Solved: Merge Datasets Together

luvscandy27 · Posted 03-12-2020 06:07 PM

I have two data sets (data below) and I am trying to merge the data together using proc sql code below. When I merge the two
tables I get all of the dates from Id 3 and only the review dates for ID 1 and 2. I have tried to join the two tables using left, right, inner and full join and it seems as if I am getting the same results. What I would like to do is merge by ID and keep all of the dates for each ID.

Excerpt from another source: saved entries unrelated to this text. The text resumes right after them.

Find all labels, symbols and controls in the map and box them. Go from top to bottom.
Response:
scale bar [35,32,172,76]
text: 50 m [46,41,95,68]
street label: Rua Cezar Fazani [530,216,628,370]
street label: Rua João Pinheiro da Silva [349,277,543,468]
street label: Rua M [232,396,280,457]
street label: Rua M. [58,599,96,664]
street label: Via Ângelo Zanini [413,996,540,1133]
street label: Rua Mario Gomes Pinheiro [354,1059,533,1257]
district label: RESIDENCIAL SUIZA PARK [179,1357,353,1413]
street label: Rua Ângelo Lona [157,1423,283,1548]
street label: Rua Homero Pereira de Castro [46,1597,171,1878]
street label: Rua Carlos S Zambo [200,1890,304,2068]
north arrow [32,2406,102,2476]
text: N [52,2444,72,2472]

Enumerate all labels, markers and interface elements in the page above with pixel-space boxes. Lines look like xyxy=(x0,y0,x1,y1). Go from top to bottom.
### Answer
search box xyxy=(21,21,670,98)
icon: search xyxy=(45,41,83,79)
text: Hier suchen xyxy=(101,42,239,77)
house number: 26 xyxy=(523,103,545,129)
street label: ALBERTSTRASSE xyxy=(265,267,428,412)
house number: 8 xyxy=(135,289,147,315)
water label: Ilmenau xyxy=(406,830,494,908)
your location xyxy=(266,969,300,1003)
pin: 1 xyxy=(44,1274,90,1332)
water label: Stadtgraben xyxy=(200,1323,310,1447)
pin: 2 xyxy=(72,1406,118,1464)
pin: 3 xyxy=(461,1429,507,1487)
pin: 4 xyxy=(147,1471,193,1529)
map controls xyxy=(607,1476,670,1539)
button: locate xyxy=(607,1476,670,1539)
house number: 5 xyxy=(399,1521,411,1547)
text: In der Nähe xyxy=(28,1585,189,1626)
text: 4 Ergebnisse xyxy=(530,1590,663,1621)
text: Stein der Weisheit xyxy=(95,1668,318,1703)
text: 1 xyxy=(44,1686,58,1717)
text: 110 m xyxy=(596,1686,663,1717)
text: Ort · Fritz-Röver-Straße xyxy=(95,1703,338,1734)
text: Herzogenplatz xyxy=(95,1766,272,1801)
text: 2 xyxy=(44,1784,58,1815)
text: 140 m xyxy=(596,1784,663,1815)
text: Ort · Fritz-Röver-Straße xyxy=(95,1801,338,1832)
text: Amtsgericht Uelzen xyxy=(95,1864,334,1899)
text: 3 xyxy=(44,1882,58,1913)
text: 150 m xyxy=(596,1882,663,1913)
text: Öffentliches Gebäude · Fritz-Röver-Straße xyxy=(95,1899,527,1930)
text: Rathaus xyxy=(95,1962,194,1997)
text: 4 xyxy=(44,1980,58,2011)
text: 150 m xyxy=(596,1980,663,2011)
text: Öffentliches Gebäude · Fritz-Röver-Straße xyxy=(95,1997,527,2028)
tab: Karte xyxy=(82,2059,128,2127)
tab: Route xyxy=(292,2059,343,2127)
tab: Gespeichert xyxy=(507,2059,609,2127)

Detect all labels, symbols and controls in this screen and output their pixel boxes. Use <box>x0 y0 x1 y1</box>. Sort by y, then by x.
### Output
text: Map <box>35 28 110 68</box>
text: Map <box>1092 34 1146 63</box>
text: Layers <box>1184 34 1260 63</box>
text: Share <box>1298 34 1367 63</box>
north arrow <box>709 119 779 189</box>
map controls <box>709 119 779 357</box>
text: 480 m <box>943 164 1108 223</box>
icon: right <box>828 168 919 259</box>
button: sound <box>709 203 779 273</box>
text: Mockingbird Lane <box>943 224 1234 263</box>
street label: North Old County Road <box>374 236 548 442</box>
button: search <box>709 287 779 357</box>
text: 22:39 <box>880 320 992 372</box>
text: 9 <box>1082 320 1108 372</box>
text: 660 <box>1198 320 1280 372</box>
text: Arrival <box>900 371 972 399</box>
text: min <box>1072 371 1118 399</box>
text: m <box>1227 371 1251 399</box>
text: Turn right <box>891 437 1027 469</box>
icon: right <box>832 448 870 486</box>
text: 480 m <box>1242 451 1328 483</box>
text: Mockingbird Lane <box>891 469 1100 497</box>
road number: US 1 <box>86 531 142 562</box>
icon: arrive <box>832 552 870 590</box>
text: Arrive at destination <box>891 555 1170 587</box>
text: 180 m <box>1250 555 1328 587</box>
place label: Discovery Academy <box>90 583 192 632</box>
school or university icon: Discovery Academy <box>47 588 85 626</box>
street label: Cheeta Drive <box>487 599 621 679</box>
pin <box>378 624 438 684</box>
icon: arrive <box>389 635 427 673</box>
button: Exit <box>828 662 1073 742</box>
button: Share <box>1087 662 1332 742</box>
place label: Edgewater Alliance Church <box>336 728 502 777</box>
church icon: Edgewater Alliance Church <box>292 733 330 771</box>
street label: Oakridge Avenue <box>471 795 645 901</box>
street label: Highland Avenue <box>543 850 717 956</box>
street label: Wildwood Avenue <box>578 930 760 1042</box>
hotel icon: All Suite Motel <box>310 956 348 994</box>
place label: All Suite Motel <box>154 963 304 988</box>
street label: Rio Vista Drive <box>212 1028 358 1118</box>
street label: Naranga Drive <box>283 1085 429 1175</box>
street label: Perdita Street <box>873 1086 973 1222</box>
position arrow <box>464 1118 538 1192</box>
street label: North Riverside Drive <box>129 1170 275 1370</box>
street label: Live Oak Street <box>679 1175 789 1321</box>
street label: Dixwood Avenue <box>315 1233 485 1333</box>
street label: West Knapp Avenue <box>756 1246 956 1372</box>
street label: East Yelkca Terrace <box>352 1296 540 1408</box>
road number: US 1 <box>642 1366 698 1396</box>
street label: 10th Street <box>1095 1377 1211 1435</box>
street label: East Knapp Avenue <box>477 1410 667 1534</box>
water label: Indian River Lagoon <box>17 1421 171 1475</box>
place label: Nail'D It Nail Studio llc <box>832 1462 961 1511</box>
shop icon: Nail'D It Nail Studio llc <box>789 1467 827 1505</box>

Can someone assist me with this please?

data test1;
infile datalines delimiter = ',';
input ID START:mmddyy10. REVIEWCOMPLETE: mmddyy10. HEALTHDATE:mmddyy10. HEALTHDATEEND:mmddyy10.
END: mmddyy10. CERTIFYDATE: mmddyy10.;
format START REVIEWCOMPLETE HEALTHDATE HEALTHDATEEND END CERTIFYDATE mmddyy10. ;
datalines;
1, , , , , , ,
2, , , , , , ,
3,01/16/2019, 01/23/2019, 01/26/2019, 01/26/2019, 01/26/2019,01/26/2019,
;
Run;

data test2;
infile datalines delimiter = ',';
input ID START:mmddyy10. REVIEW:mmddyy10. REVIEWCOMPLETE: mmddyy10. HEALTHDATE:mmddyy10. HEALTHDATEEND:mmddyy10.
END: mmddyy10. CERTIFYDATE: mmddyy10.;
format START REVIEW REVIEWCOMPLETE HEALTHDATE HEALTHDATEEND END CERTIFYDATE mmddyy10. ;
datalines;
1,01/17/2020,01/29/2020,01/30/2020, , , , ,
2,01/10/2020,01/24/2020, , , , , ,
3, , , , , , , ,
;
Run;

proc sql;
create table table3 as
select * from test1 as a inner join test2 as b
on a.id = b.id;
quit;

Kurt_Bremser · Posted 03-15-2020 07:29 AM

In SQL, you need to use the coalesce() function. Here is code with both (SQL and data step) solutions, and a check step to make sure both yield the same result:

data test1;
infile datalines delimiter = ',' dsd;
input ID START:mmddyy10. REVIEWCOMPLETE: mmddyy10. HEALTHDATE:mmddyy10. HEALTHDATEEND:mmddyy10.
END: mmddyy10. CERTIFYDATE: mmddyy10.; 
format START REVIEWCOMPLETE HEALTHDATE HEALTHDATEEND END CERTIFYDATE yymmddd10. ;
datalines; 
1, , , , , , , 
2, , , , , , , 
3,01/16/2019, 01/23/2019, 01/26/2019, 01/26/2019, 01/26/2019,01/26/2019, 
;
 
data test2;
infile datalines delimiter = ',' dsd;
input ID START:mmddyy10. REVIEW:mmddyy10. REVIEWCOMPLETE: mmddyy10. HEALTHDATE:mmddyy10. HEALTHDATEEND:mmddyy10.
END: mmddyy10. CERTIFYDATE: mmddyy10.; 
format START REVIEW REVIEWCOMPLETE HEALTHDATE HEALTHDATEEND END CERTIFYDATE yymmddd10. ;
datalines; 
1,01/17/2020,01/29/2020,01/30/2020, , , , ,
2,01/10/2020,01/24/2020, , , , , ,
3, , , , , , , ,
;

proc sql;
create table want1 as
select
  t1.id,
  coalesce(t1.start,t2.start) as start format=yymmddd10.,
  t2.review,
  coalesce(t1.reviewcomplete,t2.reviewcomplete) as reviewcomplete format=yymmddd10.,
  coalesce(t1.healthdate,t2.healthdate) as healthdate format=yymmddd10.,
  coalesce(t1.healthdateend,t2.healthdateend) as healthdateend format=yymmddd10.,
  coalesce(t1.end,t2.end) as end format=yymmddd10.,
  coalesce(t1.certifydate,t2.certifydate) as certifydate format=yymmddd10.
from test1 t1 full join test2 t2
on t1.id = t2.id;
quit;

data want2;
update test1 test2;
by id;
run;

proc compare base=want1 compare=want2;
run;

As you can see, the data step solution (as it is most often in SAS) is the most simple one.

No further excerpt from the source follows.